Despite a light touch from director Peter Weir, it is hard to forget how monumental a film The Truman Show is, not just for Jim Carrey, but for the narrative expectancy of comedians adapting themselves to other genres. Now, it is a commonplace event. To see some funny guy or gal from the stage manoeuvre them to pastures new, usually in the chase for awards glory or fulfilment of a larger role. That is The Truman Show for Carrey, and while Batman Forever surely helped, it is not the critical and beloved darling that can have such a monumental impact. The Truman Show has an inherent comedy underlining it, but a deep and quite horrifying message within.
The anxious pacing and ramblings of Richard Nixon is something that, inevitably, would make for an effective film. Just to see the former President shuffle around, yelling obscenities and slightly detracting from his accomplishments, good or bad, during his time in office, would be a tremendous sight to behold. The closest we’ll get is the Robert Altman directed Secret Honor, a one-man show starring Philip Baker Hall as the former Republican President. It’s a fascinating, solo drama, one that somehow comes through unscathed by the terrors Nixon created, from Watergate to Vietnam, these topics crop up from time to time, bolstering the caricature with such horrific brilliance.
With such a promising ensemble, it’s hard to see how Magnolia could be anything other than a superbly layered character study of intertwining lives. Like Desperate Housewives, but over the course of two and a half hours, rather than an aeon. Paul Thomas Anderson’s dramatic titan sees a collection of stories, the highs and lows of a rough handful of individuals connected by chance, flimsy narratives or shady dealings. Whether it works or not, it’s hard not to appreciate how big of an ask Anderson proposes to his cast, a project that has to have the right amount of connection between roles, enough to engage an audience, but not enough to incite obvious cliché.

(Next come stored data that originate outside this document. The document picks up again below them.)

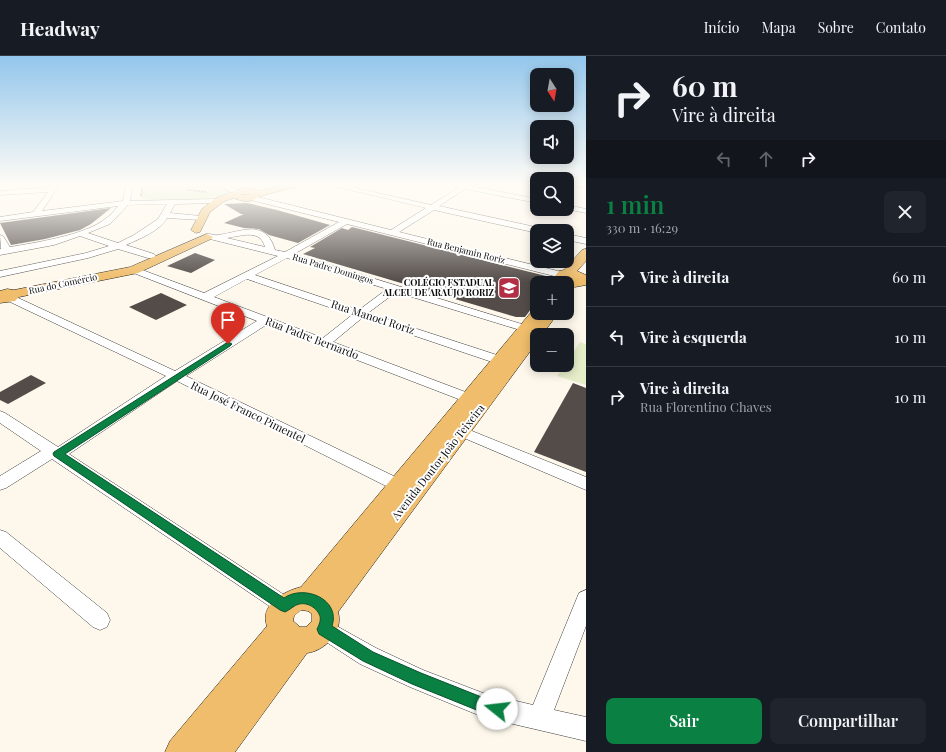 <!DOCTYPE html>
<html lang="pt">
<meta charset="utf-8">
<style>
:root{--surface:#171b24;--page:#20242c;--text:#f1f3f6;--muted:#9ea1a6;--line:#363941;--accent:#0b8043}
body{margin:0;font-family:"Playfair Display",serif;background:var(--page);color:var(--text);height:100vh;display:flex;flex-direction:column;font-size:15px;white-space:nowrap}
*{box-sizing:border-box;margin:0}
p{font-size:13px;color:var(--muted)}
.icon{flex:none;width:22px;height:22px;fill:none;stroke:currentColor;stroke-width:2;stroke-linecap:round;stroke-linejoin:round}
.map{position:relative;flex:1;overflow:hidden}
.sheet{display:flex;flex-direction:column;background:var(--surface);width:360px}
.sheet>*{flex:none}
.banner{background:#171b24;color:var(--text);overflow:hidden}
.needle{width:26px;rotate:169deg}
.buttons{position:absolute;left:530px;top:12px;display:grid;gap:8px}
.buttons a{display:grid;place-items:center;width:44px;height:44px;border-radius:8px;background:var(--surface);box-shadow:0 2px 10px #0003;font-size:20px}
.pin{position:absolute;display:grid;place-items:center;width:34px;height:34px;color:#fff;margin:-41px -17px;border-radius:50% 50% 50% 0;rotate:-45deg;box-shadow:0 0 4px #0007}
.pin .icon{rotate:45deg}
.me{position:absolute;width:44px;margin:-22px;rotate:286deg;stroke-linejoin:round;filter:drop-shadow(0 0 3px #0008)}
.turn{display:flex;align-items:center;gap:14px;height:84px;padding:0 20px;font-size:18px}
.turn .icon{width:52px;height:52px;stroke-width:2.5}
.turn b{display:block;font-size:28px;line-height:34px}
.lanes{display:flex;align-items:center;height:38px;padding:0 20px;background:#0003;justify-content:center;gap:20px;direction:ltr}
.lanes .off{opacity:.35}
.round{display:grid;place-items:center;flex:none;width:42px;height:42px;border-radius:8px;background:var(--page)}
.overview{display:flex;align-items:center;justify-content:space-between;height:68px;padding:0 20px}
h1{font-size:24px;font-weight:600;line-height:30px;color:var(--accent)}
.action{display:flex;gap:8px;margin-top:auto;padding:8px 20px}
.action a{flex:1;height:46px;border-radius:8px;background:var(--accent);color:#fff;font-size:16px;font-weight:600;line-height:46px;text-align:center}
.action a+a{background:var(--page);color:var(--text)}
ul{padding:0;list-style:none}
li{display:flex;align-items:center;gap:12px;height:60px;padding:0 20px;border-top:1px solid var(--line)}
li div{flex:1}
li b{display:block;font-size:15px}
li em{font-style:normal}
header{display:flex;align-items:center;gap:24px;box-sizing:border-box;height:56px;padding:0 20px;background:var(--surface);border-bottom:1px solid var(--line)}
header strong{font-size:19px}
nav{display:flex;gap:22px;margin-inline-start:auto;font-size:14px}
main{display:flex;flex:1;min-height:0}
.map>svg:first-child{display:block}
</style>
<header>
<strong>Headway</strong>
<nav><a>Início</a><a>Mapa</a><a>Sobre</a><a>Contato</a></nav>
</header>
<main>
<div class="map">
<svg width="586" height="696" viewBox="0 0 586 696">
<rect width="100%" height="100%" fill="#fef8ec"/>
<path fill="#d5e5b8" d="M153,128H209L229,135V138L206,143L150,144L141,142L142,131Z"/>
<path fill="#e5edc9" d="M580,286L586,288V329L557,320L565,309H567V306Z"/>
<path fill="#534c49" d="M247,147L277,154L330,169L298,187L269,179L259,173L244,172L224,167L244,158H241L224,148Z
M111,152L91,168L80,174L45,183L11,189L0,167Z
M352,171L554,222L560,227H537V245L525,261H516L303,198L315,192L310,191L342,172L348,174Z
M195,197L215,204L191,217L167,210Z
M161,237L187,249L156,264L129,251Z
M31,319L46,327L8,348L0,344V336Z
M573,327L586,332V416L534,396Z"/>
<g fill="none" stroke-linecap="round" stroke-linejoin="round">
<g stroke="#3f3f3f" stroke-width="1">
<path id="minor" d="M53,128H60L42,155L123,145L126,128L133,129L130,145L215,143L219,145L215,147L175,148L170,157L201,160L205,162L201,164L167,162C160,175 139,183 126,189L154,198L156,200L154,202H148L118,193L88,202L0,221V215L86,197L109,190L80,180L54,189L0,199V193H1L0,179L3,180L10,191C34,187 86,179 105,163C110,160 114,155 118,150L0,165V161L33,156L48,136L0,139V135L51,131ZM167,148L158,163L134,179L118,187L88,177L110,168L128,149Z
M214,128H224L243,136L239,138H236Z
M325,128H338L431,149L458,132L446,128H472L471,130L537,143V147L465,133L439,150L540,172L544,175H537V177L434,154L399,176L566,217L567,219L562,222L347,168L294,198L541,274L543,276L541,278H533L396,236L368,257L503,301L505,304L503,307H495L362,262L333,286L484,343L486,346L484,349L479,350L474,349L266,269L186,320L404,425L406,429L404,433L398,435L392,433L177,325L69,398L292,544L295,550L292,556L285,559L278,556L52,403L6,432L0,434V420L41,395L0,367V355L5,357L58,391L166,320L6,244L5,242L6,240H14L175,315L257,265L131,216L129,214L131,212H137L204,237L278,200L206,182L205,180L206,178C210,177 214,180 218,179C241,176 266,162 275,194L285,196L339,166L251,144L250,142L254,140L391,174L426,152ZM244,179C255,178 262,180 265,191L227,182ZM287,202L387,233L359,254L255,219ZM247,223L352,259L323,282L214,241Z
M570,128H586V132Z
M567,149L586,153V157L566,153H567Z
M567,178L586,182V188L567,184Z
M462,371L586,421V434L457,379L455,376L457,373Z
M0,474L6,476L107,557L110,564L107,571L100,574L93,571L0,492Z
M586,534V570L554,654L586,661V685L483,661L410,631L360,608L317,580L313,573L317,566L324,563L376,592L423,614L483,637L533,649L579,537Z"/>
</g>
<g stroke="#1d1d1d" stroke-width="1">
<path id="major" d="M284,128H299L298,130L261,140L250,145H243L233,142L223,146L210,156L200,176L196,177L191,174L202,153L216,142L243,132H250L259,135ZM243,138H252L241,139Z
M207,178L213,181L211,183L138,217L19,241L15,245L0,247V235L7,233L14,234L130,211Z
M586,193V205L577,215L586,219V229L575,231L567,229V227C561,227 558,225 555,220L559,215L564,214L582,194Z
M537,253V257H558L542,279H537V286L338,556C344,575 325,595 307,597L235,696H165L170,685L267,570C259,549 284,535 301,531L533,254ZM301,554L308,555L312,558V565L306,571H300L293,565L294,560Z"/>
</g>
<path stroke="#2e2e2e" stroke-width="1.5" stroke-dasharray="2.5 1" stroke-linecap="butt" d="M187,134L206,136
M141,140L142,131L153,128"/>
<use href="#minor" fill="#fff" fill-rule="evenodd"/>
<use href="#major" fill="#efbd6b" fill-rule="evenodd"/>
</g>
<linearGradient id="sky" x2="0" y2="1"><stop stop-color="#93c6ec"/><stop offset="0.57" stop-color="#fffcf6"/><stop offset="1" stop-color="#fffcf6" stop-opacity="0"/></linearGradient>
<rect width="586" height="226" fill="url(#sky)"/>
<path fill="#0b8043" stroke="#07532c" d="M228,286L232,288L230,290L65,398L284,542C304,528 341,543 332,570L373,596L421,617L484,642L503,647L505,653L503,658L497,660L484,657L412,628L363,605L319,578L317,573C319,569 321,565 320,560C317,552 308,546 299,548C294,549 290,554 285,556L280,554L54,400L53,398L54,396Z"/>
<defs>
<g id="school-square" transform="scale(1.15)"><rect x="-9" y="-9" width="18" height="18" rx="4" fill="#b12e45" stroke="#fff"/><path d="M0-5L7-2L0 1L-7-2ZM-4 1L0 2.5L4 1V4Q0 6-4 4Z" fill="#fff"/></g>
</defs>
<g fill-rule="evenodd">
<use href="#school-square" x="509" y="232"/>
</g>
<g text-anchor="middle" stroke-width="4" stroke-linejoin="round" paint-order="stroke">
<g font-size="9" fill="#0c0c0c" stroke="#fff">
<text transform="translate(466 195) rotate(14)" y="3">Rua Benjamin Roriz</text>
<text transform="translate(333 213) rotate(17)" y="3">Rua Padre Domingos</text>
<text transform="translate(63 228) rotate(-12)" y="3">Rua do Comércio</text>
</g>
<g font-size="9" font-weight="bold" fill="#0c0c0c" stroke="#fff" text-anchor="end">
<text x="494" y="230">COLÉGIO ESTADUAL<tspan x="494" dy="10">ALCEU DE ARAÚJO RORIZ</tspan></text>
</g>
<g font-size="11" fill="#0c0c0c" stroke="#fff">
<text transform="translate(373 261) rotate(18)" y="4">Rua Manoel Roriz</text>
<text transform="translate(312 282) rotate(21)" y="4">Rua Padre Bernardo</text>
<text transform="translate(248 356) rotate(26)" y="4">Rua José Franco Pimentel</text>
<text transform="translate(438 406) rotate(-52)" y="4">Avenida Doutor João Teixeira</text>
</g>
</g>
</svg>
<div class="buttons">
<a><svg class="needle" viewBox="-14 -14 28 28"><path d="M0-13l5 13h-10z" fill="#e53935"/><path d="M0 13l5-13h-10z" fill="#9ea1a6"/></svg></a>
<a><svg class="icon" aria-label="sound" viewBox="0 0 24 24"><path d="M4 9h4l5-4v14l-5-4H4zM17 9q2 3 0 6"/></svg></a>
<a><svg class="icon" aria-label="search" viewBox="0 0 24 24"><circle cx="10" cy="10" r="6"/><path d="M15 15l6 6"/></svg></a>
<a><svg class="icon" aria-label="layers" viewBox="0 0 24 24"><path d="M12 4l9 5-9 5-9-5zM3 14l9 5 9-5"/></svg></a>
<a>+</a>
<a>−</a>
</div>
<div class="pin" style="left:228px;top:288px;background:#d93025"><svg class="icon" aria-label="arrive" viewBox="0 0 24 24"><path d="M6 21V4h12l-3 4 3 4H6"/></svg></div>
<svg class="me" style="left:497px;top:653px" viewBox="-20 -20 40 40"><circle r="19" fill="#fff"/><path d="M0-13L10 11 0 6-10 11z" fill="#0b8043"/></svg>
</div>
<section class="sheet">
<div class="banner">
<div class="turn"><svg class="icon" aria-label="right" viewBox="0 0 24 24"><path d="M7 20v-9h11M14 6l5 5-5 5"/></svg><div><b>60 m</b>Vire à direita</div></div>
<div class="lanes"><svg class="icon off" aria-label="left" viewBox="0 0 24 24"><path d="M17 20v-9H6M10 6l-5 5 5 5"/></svg><svg class="icon off" aria-label="ahead" viewBox="0 0 24 24"><path d="M12 20V5M6 11l6-6 6 6"/></svg><svg class="icon" aria-label="right" viewBox="0 0 24 24"><path d="M7 20v-9h11M14 6l5 5-5 5"/></svg></div>
</div>
<div class="overview"><div><h1>1 min</h1><p>330 m · 16:29</p></div><a class="round"><svg class="icon" aria-label="close" viewBox="0 0 24 24"><path d="M6 6l12 12M18 6L6 18"/></svg></a></div>
<ul>
<li><svg class="icon" aria-label="right" viewBox="0 0 24 24"><path d="M7 20v-9h11M14 6l5 5-5 5"/></svg><div><b>Vire à direita</b></div><em>60 m</em></li>
<li><svg class="icon" aria-label="left" viewBox="0 0 24 24"><path d="M17 20v-9H6M10 6l-5 5 5 5"/></svg><div><b>Vire à esquerda</b></div><em>10 m</em></li>
<li><svg class="icon" aria-label="right" viewBox="0 0 24 24"><path d="M7 20v-9h11M14 6l5 5-5 5"/></svg><div><b>Vire à direita</b><p>Rua Florentino Chaves</p></div><em>10 m</em></li>
</ul>
<div class="action"><a>Sair</a><a>Compartilhar</a></div>
</section>
</main>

More or less everyone who has even the slightest interest in crime knows of the Zodiac Killer and the intrigue of his crimes that plagued America throughout the late 1960s and 1970s. Such a famous case, one littered with the unsolved mystery that will, most likely, go unanswered for the rest of time. Such intrigue leads to inevitable adaptations, and this Gyllenhaal led thriller provides more or less everything you’d expect for a biopic on such a broad topic.
Throughout the 1990s, there was such a strange influx in gangster, crime and casino-oriented films. I blame Martin Scorsese for this decade long trend. He piloted this odd niche, crafting Goodfellas and Casino within five years of each other. Other directors attempted to latch onto this success, and newcomer Paul Thomas Anderson was one of them. In his directorial debut, Hard Eight, we’re thrown into a tepid relationship between a down on his luck casino player and one stranger who looks to pull him out of the dark and build him as his protégé. It’s an interesting premise that never quite takes flight.